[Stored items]
—————

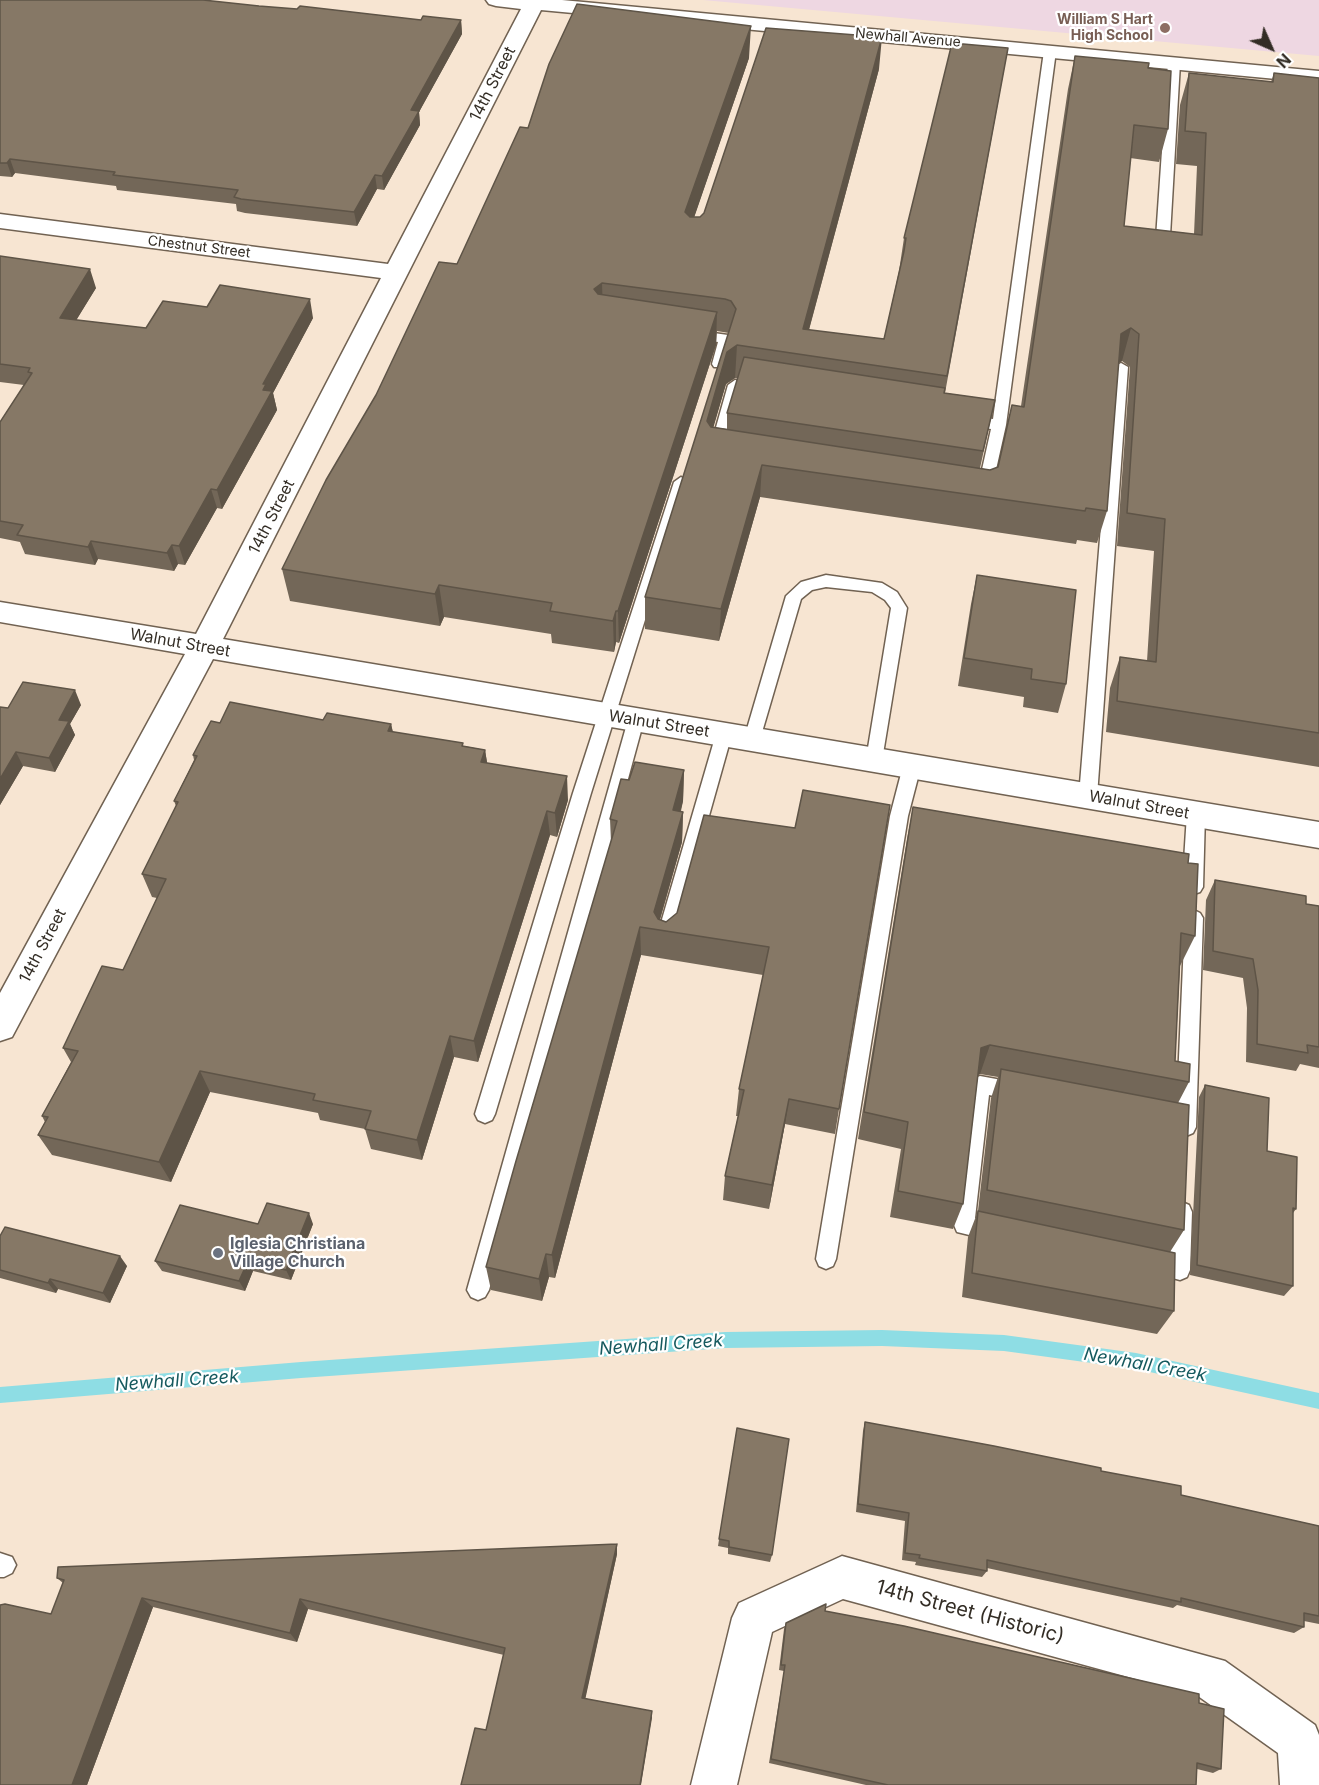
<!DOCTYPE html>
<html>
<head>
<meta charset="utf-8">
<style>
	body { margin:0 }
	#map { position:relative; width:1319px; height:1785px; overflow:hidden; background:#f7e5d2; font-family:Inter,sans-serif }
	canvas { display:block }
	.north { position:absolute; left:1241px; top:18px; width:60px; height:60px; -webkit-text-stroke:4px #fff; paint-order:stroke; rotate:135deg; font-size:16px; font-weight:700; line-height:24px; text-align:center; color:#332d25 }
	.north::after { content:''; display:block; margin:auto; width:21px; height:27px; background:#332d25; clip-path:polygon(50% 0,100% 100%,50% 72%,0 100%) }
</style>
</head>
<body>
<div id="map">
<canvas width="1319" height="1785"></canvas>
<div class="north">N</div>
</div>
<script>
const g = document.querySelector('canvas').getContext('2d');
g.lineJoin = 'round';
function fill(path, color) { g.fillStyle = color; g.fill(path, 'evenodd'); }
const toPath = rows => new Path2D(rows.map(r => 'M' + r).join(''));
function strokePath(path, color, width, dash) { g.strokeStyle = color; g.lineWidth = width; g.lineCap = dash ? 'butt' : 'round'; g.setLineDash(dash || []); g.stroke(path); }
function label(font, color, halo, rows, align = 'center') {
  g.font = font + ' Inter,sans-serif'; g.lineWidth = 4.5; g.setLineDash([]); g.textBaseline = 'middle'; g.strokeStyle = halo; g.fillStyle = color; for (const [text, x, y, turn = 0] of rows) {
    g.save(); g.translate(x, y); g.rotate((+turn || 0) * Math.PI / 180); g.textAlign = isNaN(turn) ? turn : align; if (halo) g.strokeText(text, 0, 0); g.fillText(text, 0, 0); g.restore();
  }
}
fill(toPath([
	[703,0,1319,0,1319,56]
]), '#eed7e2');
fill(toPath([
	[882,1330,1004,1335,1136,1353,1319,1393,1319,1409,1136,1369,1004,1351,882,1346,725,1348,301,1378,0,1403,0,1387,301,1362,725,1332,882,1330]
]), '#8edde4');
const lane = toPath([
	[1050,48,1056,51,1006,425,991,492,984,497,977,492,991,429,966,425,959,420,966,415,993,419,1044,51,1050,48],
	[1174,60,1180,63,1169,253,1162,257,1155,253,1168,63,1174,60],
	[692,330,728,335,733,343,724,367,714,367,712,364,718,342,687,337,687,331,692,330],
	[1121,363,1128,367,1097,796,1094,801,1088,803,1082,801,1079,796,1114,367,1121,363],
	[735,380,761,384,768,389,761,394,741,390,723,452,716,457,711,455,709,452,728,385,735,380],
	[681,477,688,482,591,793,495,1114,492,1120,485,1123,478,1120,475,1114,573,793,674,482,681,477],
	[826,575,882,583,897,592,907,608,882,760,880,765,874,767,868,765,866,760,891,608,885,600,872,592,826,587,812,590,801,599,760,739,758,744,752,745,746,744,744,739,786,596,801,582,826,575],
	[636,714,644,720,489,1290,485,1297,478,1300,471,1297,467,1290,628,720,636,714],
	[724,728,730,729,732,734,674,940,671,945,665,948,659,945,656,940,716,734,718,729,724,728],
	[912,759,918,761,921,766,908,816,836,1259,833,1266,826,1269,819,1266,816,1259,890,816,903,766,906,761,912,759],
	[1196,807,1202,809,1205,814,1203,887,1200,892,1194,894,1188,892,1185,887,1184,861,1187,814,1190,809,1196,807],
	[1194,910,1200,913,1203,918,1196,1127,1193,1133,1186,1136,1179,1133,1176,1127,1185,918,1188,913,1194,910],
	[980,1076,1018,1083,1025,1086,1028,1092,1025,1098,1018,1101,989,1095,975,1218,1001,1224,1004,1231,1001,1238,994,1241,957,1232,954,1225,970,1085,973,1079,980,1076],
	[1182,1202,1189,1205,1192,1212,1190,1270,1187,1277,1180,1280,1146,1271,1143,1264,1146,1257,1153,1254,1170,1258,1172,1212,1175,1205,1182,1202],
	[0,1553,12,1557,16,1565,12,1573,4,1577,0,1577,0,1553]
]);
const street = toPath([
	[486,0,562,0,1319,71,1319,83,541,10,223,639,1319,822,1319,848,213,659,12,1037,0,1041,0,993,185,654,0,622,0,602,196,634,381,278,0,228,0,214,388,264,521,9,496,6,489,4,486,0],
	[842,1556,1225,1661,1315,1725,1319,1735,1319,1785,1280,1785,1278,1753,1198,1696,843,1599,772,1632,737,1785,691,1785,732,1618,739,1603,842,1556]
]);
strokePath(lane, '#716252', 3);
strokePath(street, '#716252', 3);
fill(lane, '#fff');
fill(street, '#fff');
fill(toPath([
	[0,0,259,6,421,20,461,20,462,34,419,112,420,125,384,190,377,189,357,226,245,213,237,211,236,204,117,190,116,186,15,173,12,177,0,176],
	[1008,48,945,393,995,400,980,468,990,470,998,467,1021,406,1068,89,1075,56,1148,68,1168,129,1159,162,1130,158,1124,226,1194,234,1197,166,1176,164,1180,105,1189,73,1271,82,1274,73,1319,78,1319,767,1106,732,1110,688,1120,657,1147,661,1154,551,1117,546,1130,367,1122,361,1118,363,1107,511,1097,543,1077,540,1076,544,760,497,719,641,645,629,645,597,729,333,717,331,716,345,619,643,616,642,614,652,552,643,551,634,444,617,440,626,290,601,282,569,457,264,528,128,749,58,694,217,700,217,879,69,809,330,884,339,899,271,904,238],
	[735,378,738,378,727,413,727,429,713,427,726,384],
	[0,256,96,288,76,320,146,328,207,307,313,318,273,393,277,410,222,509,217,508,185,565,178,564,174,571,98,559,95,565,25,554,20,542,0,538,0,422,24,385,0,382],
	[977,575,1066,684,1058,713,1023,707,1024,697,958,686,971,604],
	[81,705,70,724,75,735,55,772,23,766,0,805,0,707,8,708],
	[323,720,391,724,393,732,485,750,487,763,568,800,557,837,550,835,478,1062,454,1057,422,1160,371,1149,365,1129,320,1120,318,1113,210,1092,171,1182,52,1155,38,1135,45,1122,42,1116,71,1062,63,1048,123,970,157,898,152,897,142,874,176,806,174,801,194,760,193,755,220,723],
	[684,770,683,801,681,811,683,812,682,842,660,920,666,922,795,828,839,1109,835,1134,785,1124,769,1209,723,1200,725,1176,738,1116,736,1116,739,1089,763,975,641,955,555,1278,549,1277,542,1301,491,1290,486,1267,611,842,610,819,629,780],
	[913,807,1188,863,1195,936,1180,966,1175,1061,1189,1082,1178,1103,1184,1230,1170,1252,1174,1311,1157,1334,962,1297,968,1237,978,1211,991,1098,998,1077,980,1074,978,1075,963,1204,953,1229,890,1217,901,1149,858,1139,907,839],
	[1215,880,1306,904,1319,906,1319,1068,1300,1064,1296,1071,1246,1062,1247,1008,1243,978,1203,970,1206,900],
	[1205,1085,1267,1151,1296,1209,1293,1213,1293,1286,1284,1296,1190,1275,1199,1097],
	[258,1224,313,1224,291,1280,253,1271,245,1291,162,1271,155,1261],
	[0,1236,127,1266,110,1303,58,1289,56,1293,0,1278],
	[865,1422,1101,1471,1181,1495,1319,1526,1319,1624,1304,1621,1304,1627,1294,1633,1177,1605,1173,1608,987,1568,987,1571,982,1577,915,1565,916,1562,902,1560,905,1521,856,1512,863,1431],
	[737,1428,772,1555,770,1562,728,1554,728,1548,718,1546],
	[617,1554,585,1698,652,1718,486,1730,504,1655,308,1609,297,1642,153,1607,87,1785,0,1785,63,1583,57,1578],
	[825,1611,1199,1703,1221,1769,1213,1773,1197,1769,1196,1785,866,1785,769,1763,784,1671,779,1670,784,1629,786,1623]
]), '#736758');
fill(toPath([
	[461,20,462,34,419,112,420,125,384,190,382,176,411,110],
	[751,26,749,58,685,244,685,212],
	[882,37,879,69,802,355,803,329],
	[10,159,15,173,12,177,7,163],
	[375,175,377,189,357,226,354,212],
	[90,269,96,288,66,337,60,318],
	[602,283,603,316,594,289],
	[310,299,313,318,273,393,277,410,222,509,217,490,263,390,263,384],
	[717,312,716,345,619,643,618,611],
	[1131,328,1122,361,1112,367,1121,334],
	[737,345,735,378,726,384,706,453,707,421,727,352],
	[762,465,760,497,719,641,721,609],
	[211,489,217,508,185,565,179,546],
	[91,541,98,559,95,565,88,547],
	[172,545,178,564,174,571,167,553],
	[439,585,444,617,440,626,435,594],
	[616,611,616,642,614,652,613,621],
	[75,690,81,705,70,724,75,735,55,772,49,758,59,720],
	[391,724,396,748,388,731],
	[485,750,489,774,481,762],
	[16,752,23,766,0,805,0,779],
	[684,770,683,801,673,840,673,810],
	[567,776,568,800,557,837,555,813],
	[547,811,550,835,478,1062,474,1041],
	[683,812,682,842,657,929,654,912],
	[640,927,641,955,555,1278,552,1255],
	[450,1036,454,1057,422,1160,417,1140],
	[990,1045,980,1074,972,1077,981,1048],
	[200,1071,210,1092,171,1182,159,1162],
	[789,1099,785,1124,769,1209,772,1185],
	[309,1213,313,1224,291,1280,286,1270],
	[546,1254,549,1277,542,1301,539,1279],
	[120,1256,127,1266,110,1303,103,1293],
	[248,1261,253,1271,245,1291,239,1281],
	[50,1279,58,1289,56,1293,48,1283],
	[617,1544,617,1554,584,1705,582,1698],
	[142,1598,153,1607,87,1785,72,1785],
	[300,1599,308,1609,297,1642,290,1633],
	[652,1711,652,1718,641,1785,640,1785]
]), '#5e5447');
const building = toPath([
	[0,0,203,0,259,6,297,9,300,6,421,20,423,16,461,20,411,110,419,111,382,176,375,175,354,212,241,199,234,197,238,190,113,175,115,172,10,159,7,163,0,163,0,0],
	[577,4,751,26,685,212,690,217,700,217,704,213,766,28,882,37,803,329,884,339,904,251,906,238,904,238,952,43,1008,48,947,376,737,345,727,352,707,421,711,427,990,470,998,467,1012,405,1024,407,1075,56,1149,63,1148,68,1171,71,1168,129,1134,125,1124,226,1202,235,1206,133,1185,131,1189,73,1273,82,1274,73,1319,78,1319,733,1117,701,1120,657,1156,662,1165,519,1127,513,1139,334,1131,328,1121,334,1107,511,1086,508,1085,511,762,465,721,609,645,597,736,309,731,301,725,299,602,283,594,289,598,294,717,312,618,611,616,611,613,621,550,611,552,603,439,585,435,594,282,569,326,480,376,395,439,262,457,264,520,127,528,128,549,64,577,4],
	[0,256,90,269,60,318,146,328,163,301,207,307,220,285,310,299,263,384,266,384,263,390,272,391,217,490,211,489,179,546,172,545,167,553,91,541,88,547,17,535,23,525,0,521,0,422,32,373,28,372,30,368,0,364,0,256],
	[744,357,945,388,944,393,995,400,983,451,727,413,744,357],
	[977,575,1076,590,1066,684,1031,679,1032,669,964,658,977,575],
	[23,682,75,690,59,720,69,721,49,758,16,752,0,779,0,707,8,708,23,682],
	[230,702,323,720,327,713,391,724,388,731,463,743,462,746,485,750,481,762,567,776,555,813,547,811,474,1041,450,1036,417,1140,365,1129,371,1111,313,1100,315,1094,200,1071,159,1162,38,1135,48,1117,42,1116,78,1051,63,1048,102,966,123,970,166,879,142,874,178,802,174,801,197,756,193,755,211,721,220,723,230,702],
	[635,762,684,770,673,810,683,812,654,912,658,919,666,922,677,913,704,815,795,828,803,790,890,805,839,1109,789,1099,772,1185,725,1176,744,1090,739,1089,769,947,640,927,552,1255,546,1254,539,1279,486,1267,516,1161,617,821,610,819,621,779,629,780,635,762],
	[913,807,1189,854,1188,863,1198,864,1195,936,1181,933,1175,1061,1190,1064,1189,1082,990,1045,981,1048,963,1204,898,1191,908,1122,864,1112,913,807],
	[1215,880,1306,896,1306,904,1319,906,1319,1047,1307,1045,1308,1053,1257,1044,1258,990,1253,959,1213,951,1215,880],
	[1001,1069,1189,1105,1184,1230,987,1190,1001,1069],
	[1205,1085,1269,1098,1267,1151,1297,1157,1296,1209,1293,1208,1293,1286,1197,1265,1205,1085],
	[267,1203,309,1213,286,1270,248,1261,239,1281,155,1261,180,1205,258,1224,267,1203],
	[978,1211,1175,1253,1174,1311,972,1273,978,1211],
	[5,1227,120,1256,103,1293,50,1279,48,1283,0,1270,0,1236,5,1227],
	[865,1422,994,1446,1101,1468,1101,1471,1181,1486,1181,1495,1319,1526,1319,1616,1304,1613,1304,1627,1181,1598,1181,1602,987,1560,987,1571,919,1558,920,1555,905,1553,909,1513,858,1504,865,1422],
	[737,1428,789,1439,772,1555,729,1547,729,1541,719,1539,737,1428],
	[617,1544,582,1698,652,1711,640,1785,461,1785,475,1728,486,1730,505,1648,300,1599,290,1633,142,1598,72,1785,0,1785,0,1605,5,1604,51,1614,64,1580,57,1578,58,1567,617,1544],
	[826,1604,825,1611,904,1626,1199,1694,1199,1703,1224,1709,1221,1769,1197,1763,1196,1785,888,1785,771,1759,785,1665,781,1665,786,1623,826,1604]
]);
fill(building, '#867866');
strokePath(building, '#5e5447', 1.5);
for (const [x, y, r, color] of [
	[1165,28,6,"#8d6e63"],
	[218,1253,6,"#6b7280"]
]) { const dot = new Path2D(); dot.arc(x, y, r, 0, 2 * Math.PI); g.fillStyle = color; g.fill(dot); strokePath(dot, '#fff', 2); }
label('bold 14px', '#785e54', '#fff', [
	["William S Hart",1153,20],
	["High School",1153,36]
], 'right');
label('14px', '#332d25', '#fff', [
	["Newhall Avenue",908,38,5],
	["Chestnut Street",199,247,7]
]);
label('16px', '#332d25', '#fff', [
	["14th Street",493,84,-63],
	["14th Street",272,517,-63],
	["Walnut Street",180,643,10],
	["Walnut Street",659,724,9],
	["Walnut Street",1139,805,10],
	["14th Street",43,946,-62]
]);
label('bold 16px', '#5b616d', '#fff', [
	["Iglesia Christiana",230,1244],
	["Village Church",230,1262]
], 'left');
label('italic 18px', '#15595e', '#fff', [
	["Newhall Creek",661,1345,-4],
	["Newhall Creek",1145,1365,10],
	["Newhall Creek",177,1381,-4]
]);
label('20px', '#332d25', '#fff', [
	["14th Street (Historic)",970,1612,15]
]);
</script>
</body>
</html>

—————

**Work required**. All lines that hold the word "halo" should be copied from the data.

**Solution**.
function label(font, color, halo, rows, align = 'center') {
  g.font = font + ' Inter,sans-serif'; g.lineWidth = 4.5; g.setLineDash([]); g.textBaseline = 'middle'; g.strokeStyle = halo; g.fillStyle = color; for (const [text, x, y, turn = 0] of rows) {
    g.save(); g.translate(x, y); g.rotate((+turn || 0) * Math.PI / 180); g.textAlign = isNaN(turn) ? turn : align; if (halo) g.strokeText(text, 0, 0); g.fillText(text, 0, 0); g.restore();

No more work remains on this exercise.